§ **Exercise requirements**
In your answer, print each of the records below exactly.

Stored items from a collection
*****
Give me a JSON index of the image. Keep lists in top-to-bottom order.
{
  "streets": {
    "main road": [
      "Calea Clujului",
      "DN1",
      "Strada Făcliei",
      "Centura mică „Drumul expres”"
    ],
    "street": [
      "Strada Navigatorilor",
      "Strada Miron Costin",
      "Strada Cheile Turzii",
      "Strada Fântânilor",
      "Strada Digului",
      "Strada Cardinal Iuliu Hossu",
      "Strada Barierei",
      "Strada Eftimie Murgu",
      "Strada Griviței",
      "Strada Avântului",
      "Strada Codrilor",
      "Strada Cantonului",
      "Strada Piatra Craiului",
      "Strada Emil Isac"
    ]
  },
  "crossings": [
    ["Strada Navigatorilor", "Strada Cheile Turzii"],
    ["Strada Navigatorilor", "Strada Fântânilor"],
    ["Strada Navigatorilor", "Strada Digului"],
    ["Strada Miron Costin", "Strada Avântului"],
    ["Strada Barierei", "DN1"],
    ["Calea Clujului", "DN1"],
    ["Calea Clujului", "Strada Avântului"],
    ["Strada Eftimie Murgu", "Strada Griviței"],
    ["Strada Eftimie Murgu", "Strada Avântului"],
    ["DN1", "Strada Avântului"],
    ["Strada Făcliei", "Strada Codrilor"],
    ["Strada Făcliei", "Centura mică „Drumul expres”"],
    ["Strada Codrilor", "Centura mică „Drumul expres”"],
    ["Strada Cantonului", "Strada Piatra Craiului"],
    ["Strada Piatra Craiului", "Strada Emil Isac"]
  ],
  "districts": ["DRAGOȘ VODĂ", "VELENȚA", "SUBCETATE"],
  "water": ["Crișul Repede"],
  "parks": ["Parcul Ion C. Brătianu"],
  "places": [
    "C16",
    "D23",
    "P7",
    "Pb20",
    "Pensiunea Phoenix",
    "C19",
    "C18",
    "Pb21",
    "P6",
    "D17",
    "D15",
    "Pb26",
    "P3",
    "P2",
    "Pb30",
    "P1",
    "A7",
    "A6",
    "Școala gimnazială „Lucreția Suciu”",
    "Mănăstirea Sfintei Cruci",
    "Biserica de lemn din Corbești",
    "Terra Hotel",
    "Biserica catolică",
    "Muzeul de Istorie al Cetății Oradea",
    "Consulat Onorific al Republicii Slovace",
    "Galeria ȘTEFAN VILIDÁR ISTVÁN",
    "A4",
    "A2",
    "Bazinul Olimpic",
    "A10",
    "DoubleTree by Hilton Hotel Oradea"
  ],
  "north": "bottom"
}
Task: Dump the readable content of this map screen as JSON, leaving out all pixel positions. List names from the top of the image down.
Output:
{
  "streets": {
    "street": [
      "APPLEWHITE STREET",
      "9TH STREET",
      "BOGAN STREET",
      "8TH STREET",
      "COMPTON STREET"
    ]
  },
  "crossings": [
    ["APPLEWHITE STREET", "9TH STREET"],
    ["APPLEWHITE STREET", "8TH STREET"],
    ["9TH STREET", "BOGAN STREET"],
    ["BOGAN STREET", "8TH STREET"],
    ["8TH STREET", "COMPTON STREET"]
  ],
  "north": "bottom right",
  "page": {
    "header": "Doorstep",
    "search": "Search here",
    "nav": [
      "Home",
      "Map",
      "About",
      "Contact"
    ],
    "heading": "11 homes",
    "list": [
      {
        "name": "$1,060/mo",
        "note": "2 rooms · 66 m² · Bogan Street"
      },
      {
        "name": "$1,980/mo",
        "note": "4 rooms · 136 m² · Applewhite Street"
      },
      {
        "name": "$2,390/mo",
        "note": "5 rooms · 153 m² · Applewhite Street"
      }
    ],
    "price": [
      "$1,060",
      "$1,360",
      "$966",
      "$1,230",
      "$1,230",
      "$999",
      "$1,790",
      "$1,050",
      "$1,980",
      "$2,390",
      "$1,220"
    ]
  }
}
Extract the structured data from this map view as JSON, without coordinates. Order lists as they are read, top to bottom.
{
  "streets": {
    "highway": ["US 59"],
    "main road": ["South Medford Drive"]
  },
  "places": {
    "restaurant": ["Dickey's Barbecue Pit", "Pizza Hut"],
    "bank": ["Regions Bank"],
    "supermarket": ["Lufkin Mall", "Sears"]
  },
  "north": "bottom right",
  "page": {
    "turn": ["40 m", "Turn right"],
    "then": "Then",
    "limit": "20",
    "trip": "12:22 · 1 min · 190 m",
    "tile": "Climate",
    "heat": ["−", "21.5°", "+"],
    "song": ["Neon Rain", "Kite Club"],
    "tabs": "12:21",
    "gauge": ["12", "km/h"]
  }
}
*****
§ **Written answer**
Give me a JSON index of the image. Keep lists in top-to-bottom order.
{
  "streets": {
    "main road": [
      "Calea Clujului",
      "DN1",
      "Strada Făcliei",
      "Centura mică „Drumul expres”"
    ],
    "street": [
      "Strada Navigatorilor",
      "Strada Miron Costin",
      "Strada Cheile Turzii",
      "Strada Fântânilor",
      "Strada Digului",
      "Strada Cardinal Iuliu Hossu",
      "Strada Barierei",
      "Strada Eftimie Murgu",
      "Strada Griviței",
      "Strada Avântului",
      "Strada Codrilor",
      "Strada Cantonului",
      "Strada Piatra Craiului",
      "Strada Emil Isac"
    ]
  },
  "crossings": [
    ["Strada Navigatorilor", "Strada Cheile Turzii"],
    ["Strada Navigatorilor", "Strada Fântânilor"],
    ["Strada Navigatorilor", "Strada Digului"],
    ["Strada Miron Costin", "Strada Avântului"],
    ["Strada Barierei", "DN1"],
    ["Calea Clujului", "DN1"],
    ["Calea Clujului", "Strada Avântului"],
    ["Strada Eftimie Murgu", "Strada Griviței"],
    ["Strada Eftimie Murgu", "Strada Avântului"],
    ["DN1", "Strada Avântului"],
    ["Strada Făcliei", "Strada Codrilor"],
    ["Strada Făcliei", "Centura mică „Drumul expres”"],
    ["Strada Codrilor", "Centura mică „Drumul expres”"],
    ["Strada Cantonului", "Strada Piatra Craiului"],
    ["Strada Piatra Craiului", "Strada Emil Isac"]
  ],
  "districts": ["DRAGOȘ VODĂ", "VELENȚA", "SUBCETATE"],
  "water": ["Crișul Repede"],
  "parks": ["Parcul Ion C. Brătianu"],
  "places": [
    "C16",
    "D23",
    "P7",
    "Pb20",
    "Pensiunea Phoenix",
    "C19",
    "C18",
    "Pb21",
    "P6",
    "D17",
    "D15",
    "Pb26",
    "P3",
    "P2",
    "Pb30",
    "P1",
    "A7",
    "A6",
    "Școala gimnazială „Lucreția Suciu”",
    "Mănăstirea Sfintei Cruci",
    "Biserica de lemn din Corbești",
    "Terra Hotel",
    "Biserica catolică",
    "Muzeul de Istorie al Cetății Oradea",
    "Consulat Onorific al Republicii Slovace",
    "Galeria ȘTEFAN VILIDÁR ISTVÁN",
    "A4",
    "A2",
    "Bazinul Olimpic",
    "A10",
    "DoubleTree by Hilton Hotel Oradea"
  ],
  "north": "bottom"
}
Task: Dump the readable content of this map screen as JSON, leaving out all pixel positions. List names from the top of the image down.
Output:
{
  "streets": {
    "street": [
      "APPLEWHITE STREET",
      "9TH STREET",
      "BOGAN STREET",
      "8TH STREET",
      "COMPTON STREET"
    ]
  },
  "crossings": [
    ["APPLEWHITE STREET", "9TH STREET"],
    ["APPLEWHITE STREET", "8TH STREET"],
    ["9TH STREET", "BOGAN STREET"],
    ["BOGAN STREET", "8TH STREET"],
    ["8TH STREET", "COMPTON STREET"]
  ],
  "north": "bottom right",
  "page": {
    "header": "Doorstep",
    "search": "Search here",
    "nav": [
      "Home",
      "Map",
      "About",
      "Contact"
    ],
    "heading": "11 homes",
    "list": [
      {
        "name": "$1,060/mo",
        "note": "2 rooms · 66 m² · Bogan Street"
      },
      {
        "name": "$1,980/mo",
        "note": "4 rooms · 136 m² · Applewhite Street"
      },
      {
        "name": "$2,390/mo",
        "note": "5 rooms · 153 m² · Applewhite Street"
      }
    ],
    "price": [
      "$1,060",
      "$1,360",
      "$966",
      "$1,230",
      "$1,230",
      "$999",
      "$1,790",
      "$1,050",
      "$1,980",
      "$2,390",
      "$1,220"
    ]
  }
}
Extract the structured data from this map view as JSON, without coordinates. Order lists as they are read, top to bottom.
{
  "streets": {
    "highway": ["US 59"],
    "main road": ["South Medford Drive"]
  },
  "places": {
    "restaurant": ["Dickey's Barbecue Pit", "Pizza Hut"],
    "bank": ["Regions Bank"],
    "supermarket": ["Lufkin Mall", "Sears"]
  },
  "north": "bottom right",
  "page": {
    "turn": ["40 m", "Turn right"],
    "then": "Then",
    "limit": "20",
    "trip": "12:22 · 1 min · 190 m",
    "tile": "Climate",
    "heat": ["−", "21.5°", "+"],
    "song": ["Neon Rain", "Kite Club"],
    "tabs": "12:21",
    "gauge": ["12", "km/h"]
  }
}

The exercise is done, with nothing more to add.